Microsoft has now announced to the world that the long-awaited new version of its Windows operating system (OS) for home users will go on sale in September.
With all the final touches complete after a lengthy gestation, Windows Me or Millennium Edition - to give it its full name and implied original launch timing - is now in the hands of manufacturers such as Dell, Compaq and Gateway so they can pre-install it on their consumer PCs. These, and upgrades to the product, will be available from 14 September.
But the announcement follows an extraordinary few months of positioning, protest, repositioning and spin doctoring, as the software giant tries to set out its OS stall for the next couple of years and beyond to everyone's satisfaction.
On the face of it, the difficult birth that Windows Me has had, makes little sense.

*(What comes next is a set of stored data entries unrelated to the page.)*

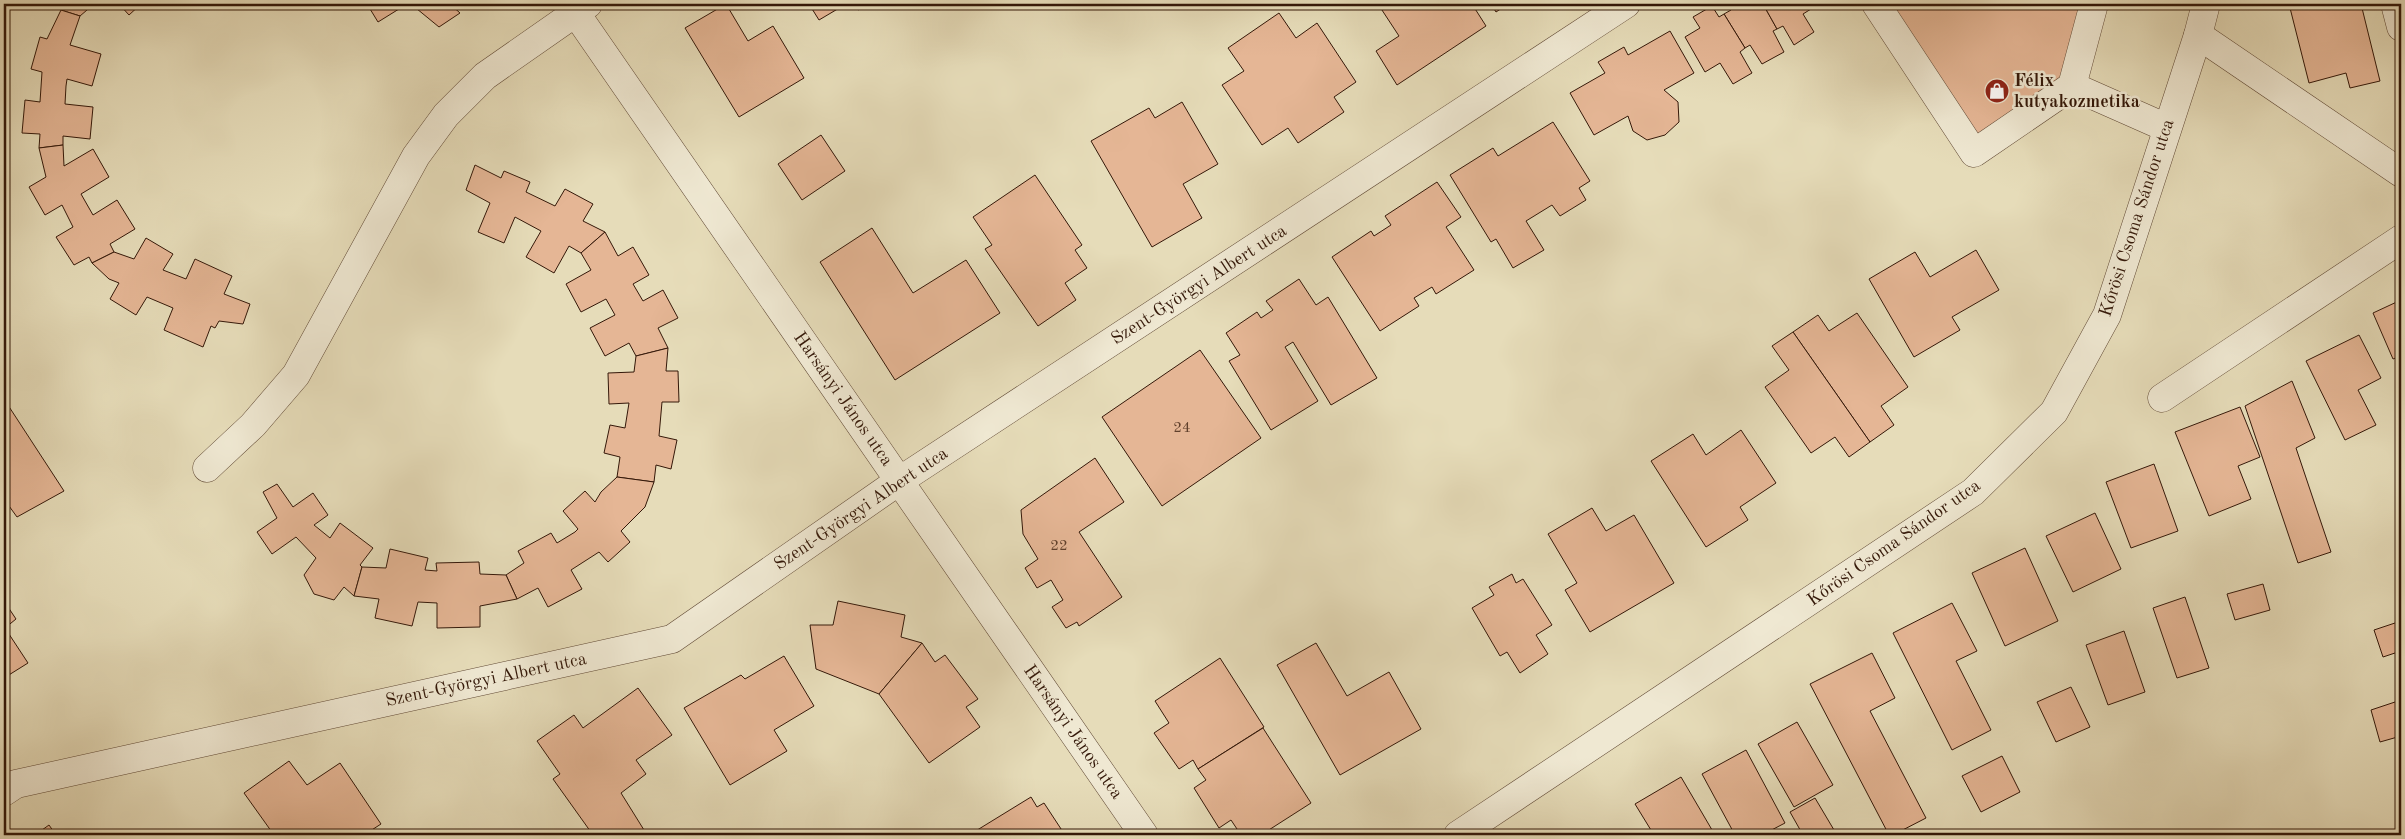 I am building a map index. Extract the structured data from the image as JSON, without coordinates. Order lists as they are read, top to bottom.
{
  "streets": {
    "street": ["Kőrösi Csoma Sándor utca", "Szent-Györgyi Albert utca", "Harsányi János utca"]
  },
  "crossings": [
    ["Szent-Györgyi Albert utca", "Harsányi János utca"]
  ],
  "places": {
    "shop": ["Félix kutyakozmetika"]
  },
  "house_numbers": ["24", "22"]
}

It is the third and final version of Windows 98, and a stopgap prior to the launch in two years' time of the next version of Windows 2000, which, with flavours for both business and home users, will reunite all the Windows flavours under one brand name.
So why all the fuss over a petty final footnote in the Windows 9x saga, in a year when Windows 2000 is surely the big news?

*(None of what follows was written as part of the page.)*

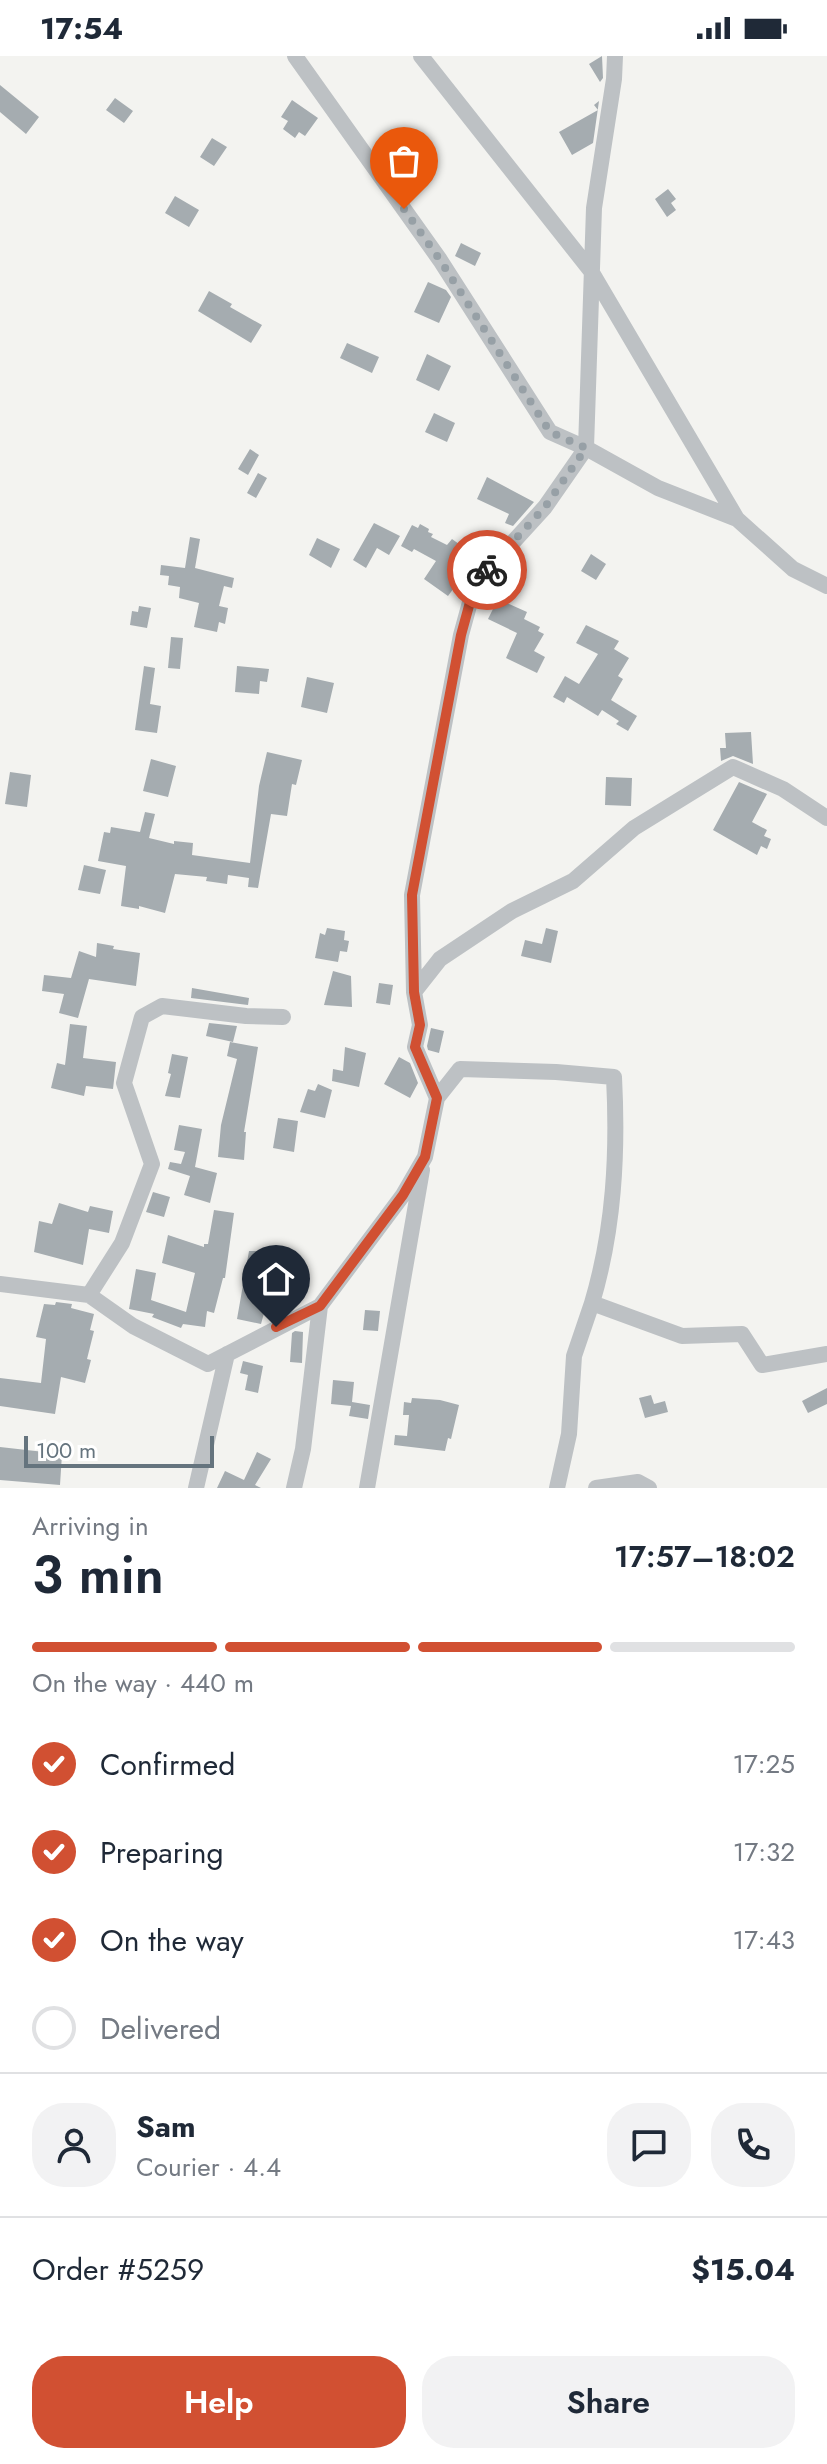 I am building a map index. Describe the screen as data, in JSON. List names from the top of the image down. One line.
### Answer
{"scale_bar":"100 m","page":{"status":"17:54","scale":"100 m","heading":["3 min","Arriving in","17:57–18:02"],"panel":["Sam","Courier · 4.4","Order #5259","$15.04"],"bar":"On the way · 440 m","list":[["Confirmed","17:25"],["Preparing","17:32"],["On the way","17:43"],"Delivered"],"buttons":["Help","Share"]}}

To start with, the mere existence of Windows Me is a complete U-turn for Microsoft, breaking chairman Bill Gates' commitment of a couple of years ago to make Windows 98 the last 9x-based release - a commitment that was already broken, strictly speaking, by the launch of Windows 98 Special Edition last summer.
But the real problems started almost as soon as Microsoft announced earlier this year that Windows Me would be a consumer-only product. The company said it would strip out all Lan-oriented features, such as Active Directory and automatic compatibility with Netware servers, and replace them with consumer-friendly ones such as speedy start and shutdown.

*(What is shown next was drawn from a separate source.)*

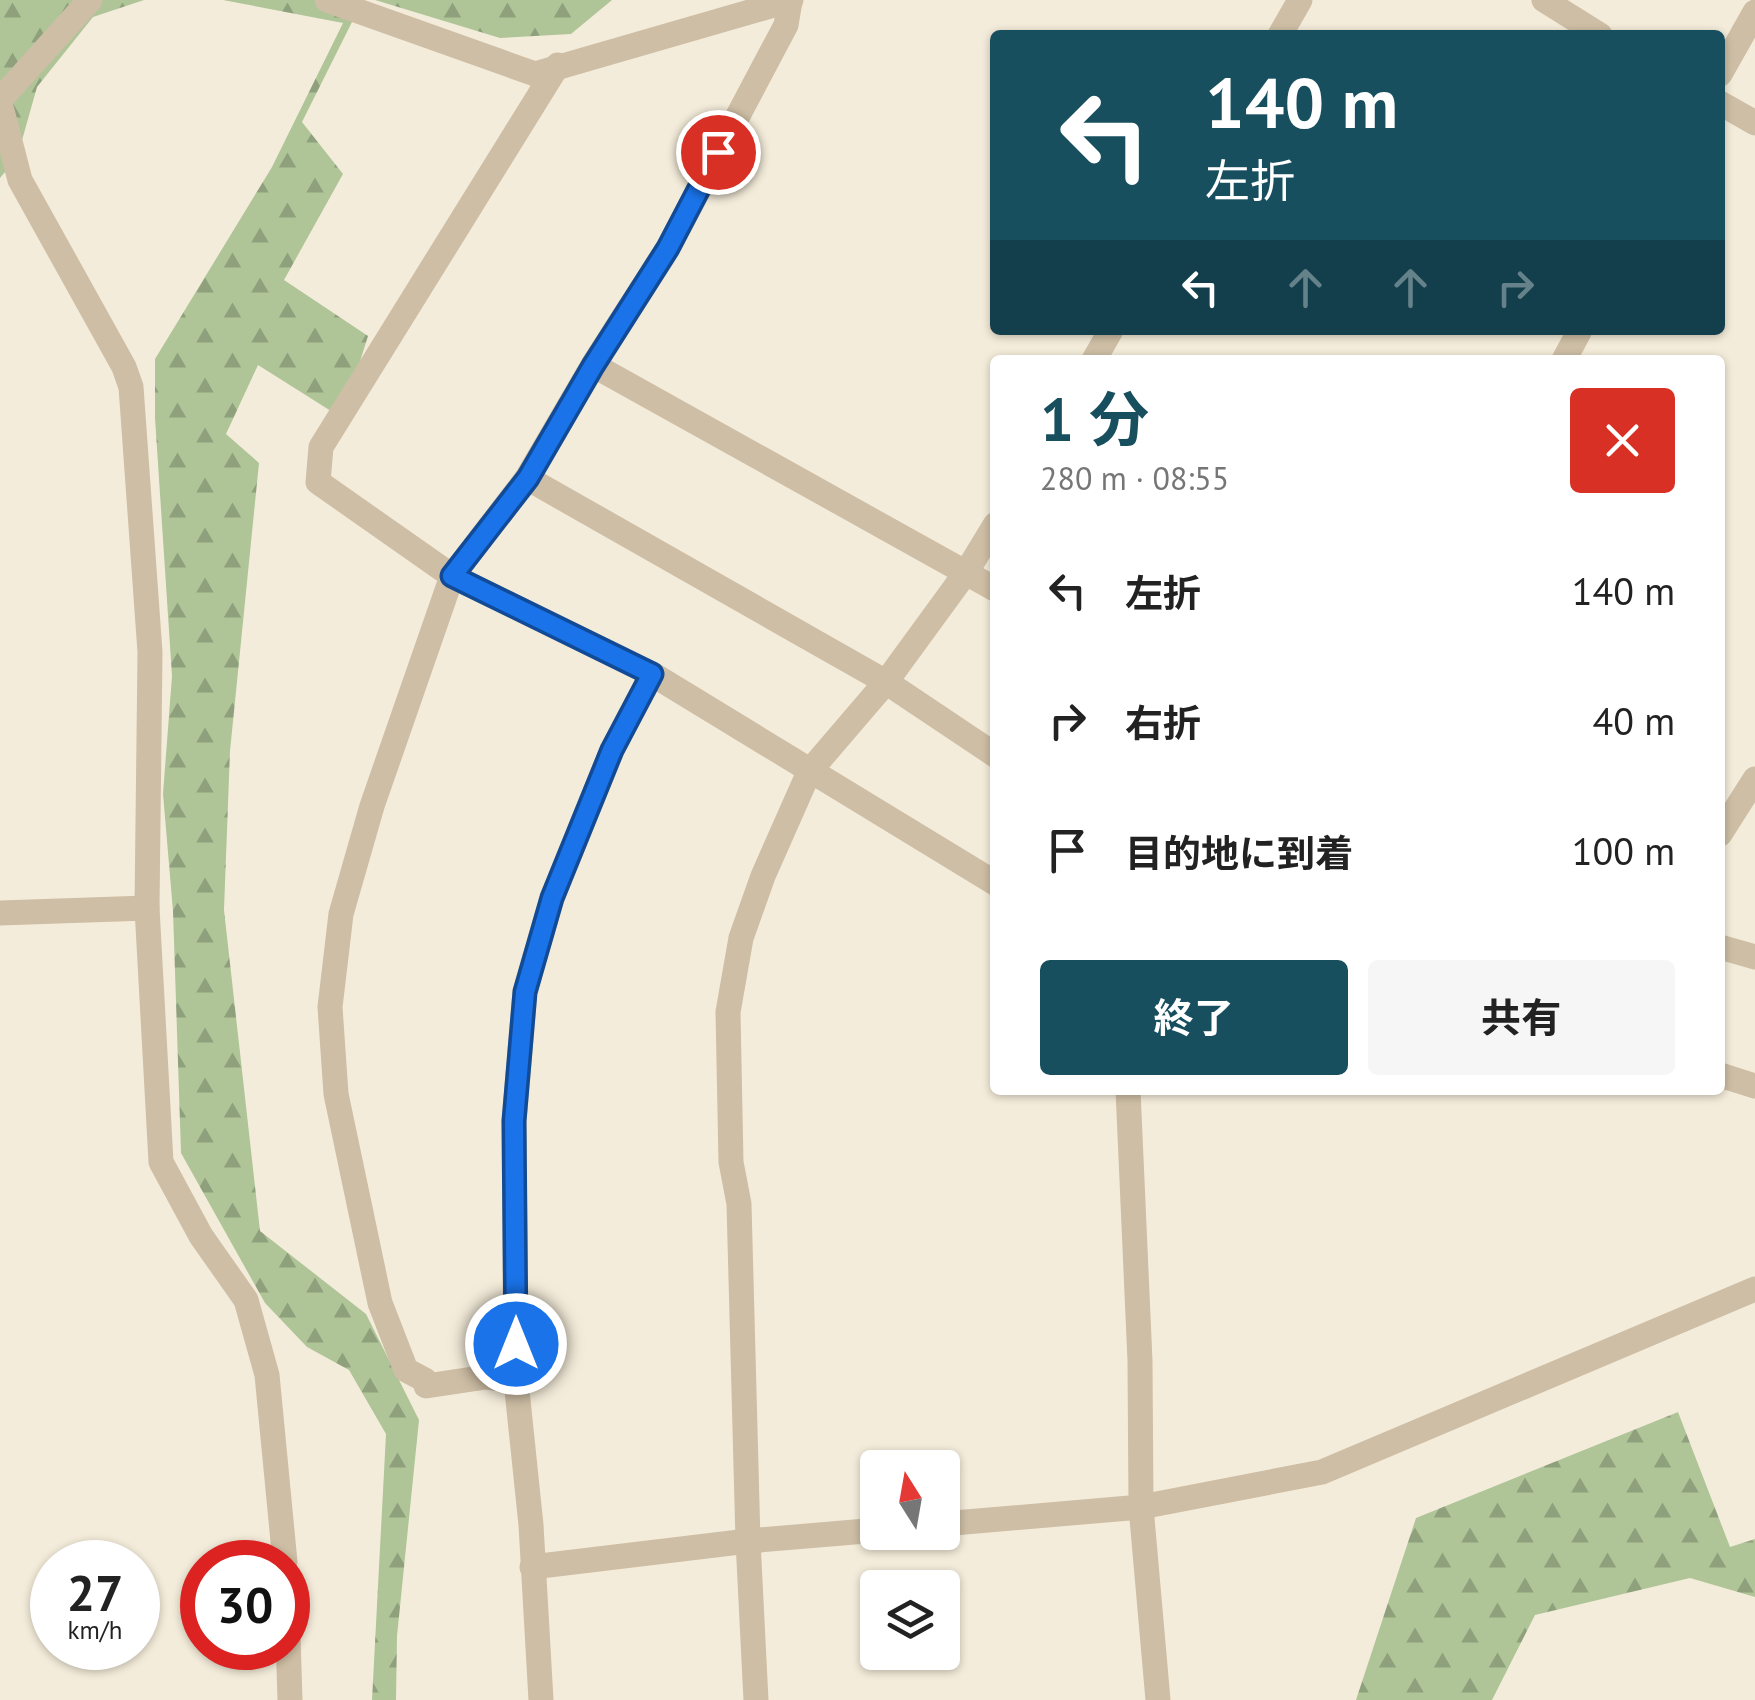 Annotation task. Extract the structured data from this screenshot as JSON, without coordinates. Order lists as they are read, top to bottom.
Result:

Significantly, Me would be the first Windows 9x-based product in which Active Directory had no role and corporate buyers would henceforth be steered in the direction of Windows 2000. Indeed, it would be their only choice.
However, the plot had to be rewritten after vocal protests from such influential voices as analyst company Gartner. It objected to the enforced migration of business users to Windows 2000 and advised that networking functionality be reinstalled into Me to make it a possible corporate option.
Microsoft duly obliged, and connectivity to Novell and Banyan Systems file servers was back on the agenda, eradicating the need for customers to buy third-party software.
David Weeks, Microsoft Windows Me product manager, said: "We took directory services out, but beta testers said they wanted it back in, so we obliged. If you want to use Windows Me for business, you will be able to do so without restrictions, even though it is designed for home users. This is the whole purpose of the beta testing process, and shows that we are listening to our customers."
But the reinstatement of Lan functionality still led to complaints that some users had already been forced down the Windows 2000 route unnecessarily by earlier announcements.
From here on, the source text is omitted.